While the world might be making the steady shift away from fossil fuel energy sources, there is concern that avoiding a climatological catastrophe might take more than simply halting our production of carbon dioxide waste, and that our civilization might need to start actively removing excess CO2 from the atmosphere. Numerous companies around the planet have been developing such an idea, a process called "carbon sequestration", including a Canadian company that is looking to do more than just remove carbon dioxide from the atmosphere: they plan to recycle the recovered greenhouse gas and use it as a carbon-neutral fuel source.
Funded by a number of government and sustainability-focused agencies, including private investors such as Microsoft founder Bill Gates, Carbon Engineering is developing, and indeed using, sequestering technology to actively pull CO2 out of the air using what the company calls an "air contactor", an installation that was built near the town of Squamish, British Columbia, in 2015. The air contactor is an end-to-end pilot plant designed to demonstrate the "Air to Fuels" concept, making use of solar power to run the plant, and water to capture the CO2. Combined with a number of other base chemicals, the captured carbon can then be used to produce low-carbon fuels for use in transportation, including analogues of gasoline, diesel, and jet fuel.
"The carbon dioxide generated via direct air capture can be combined with sequestration for carbon removal, or it can enable the production of carbon-neutral hydrocarbons, which is a way to take low-cost carbon-free power sources like solar or wind and channel them into fuels that can be used to decarbonize the transportation sector," explains Carbon Engineering founder David Keith. Keith is also the lead author of a study on the feasibility of low-cost carbon sequestration published in the energy science journal, Joule.
Previous studies had put a price tag on carbon sequestering endeavors such as this at roughly $900 to $1,000 per ton; Keith says that their process, once scaled up to a level that would make a meaningful impact, would only cost around $94-$232 per ton of CO2 collected. This makes the process of carbon sequestration more cost-attractive to industries that might be looking to take advantage of it, and also provide carbon-neutral liquid-based fuels for applications where converting to electricity might otherwise be impractical, or even prohibitive. Despite advances in battery technology, electricity "doesn’t allow us to make airplanes fly and trucks drive," according to Keith. Additionally, if the power being used in an electric vehicle was produced by a coal-fired power plant, then that vehicle could indirectly have a larger carbon footprint than a gasoline-powered vehicle.

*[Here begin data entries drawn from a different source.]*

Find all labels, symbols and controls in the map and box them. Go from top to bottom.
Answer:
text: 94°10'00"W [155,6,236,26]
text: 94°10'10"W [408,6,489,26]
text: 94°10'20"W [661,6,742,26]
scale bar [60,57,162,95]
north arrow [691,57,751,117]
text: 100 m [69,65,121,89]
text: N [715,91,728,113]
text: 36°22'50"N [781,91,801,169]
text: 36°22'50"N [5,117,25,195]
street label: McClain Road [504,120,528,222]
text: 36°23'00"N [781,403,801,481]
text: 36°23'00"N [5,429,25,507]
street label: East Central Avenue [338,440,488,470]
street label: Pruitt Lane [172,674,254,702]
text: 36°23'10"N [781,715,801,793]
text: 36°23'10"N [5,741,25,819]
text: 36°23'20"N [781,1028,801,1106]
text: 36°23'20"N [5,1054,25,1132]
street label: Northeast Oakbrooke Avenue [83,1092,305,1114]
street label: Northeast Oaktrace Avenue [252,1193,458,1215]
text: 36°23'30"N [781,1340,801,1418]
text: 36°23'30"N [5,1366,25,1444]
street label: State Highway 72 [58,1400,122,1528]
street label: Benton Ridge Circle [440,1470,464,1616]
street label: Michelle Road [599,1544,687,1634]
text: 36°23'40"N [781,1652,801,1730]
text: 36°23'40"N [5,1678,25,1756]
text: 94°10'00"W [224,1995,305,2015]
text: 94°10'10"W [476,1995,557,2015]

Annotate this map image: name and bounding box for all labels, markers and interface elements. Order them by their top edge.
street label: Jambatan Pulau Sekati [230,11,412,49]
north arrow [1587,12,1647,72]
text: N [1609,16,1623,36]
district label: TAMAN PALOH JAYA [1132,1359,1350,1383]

While these synthetic fuels produced by Carbon Engineering’s concept would still produce carbon waste, these fuels, according to Keith, "didn’t come from the ground, so the amount of carbon they emit when they burn is just the amount you used making them, so they’re carbon neutral."
"Electricity from solar and wind is intermittent; we can take this energy straight from big solar or wind installations at great sites where it’s cheap and apply it to reclaim and recycle carbon dioxide into new fuel," Keith continues. "Making fuels that are easy to store and transport eases the challenge of integrating renewables into the energy system."
Carbon Engineering’s design also uses off-the-shelf industrial equipment, meaning sequestration plants can be built cheaply, and can be expected to produce approximately 2,000 barrels of fuel per day.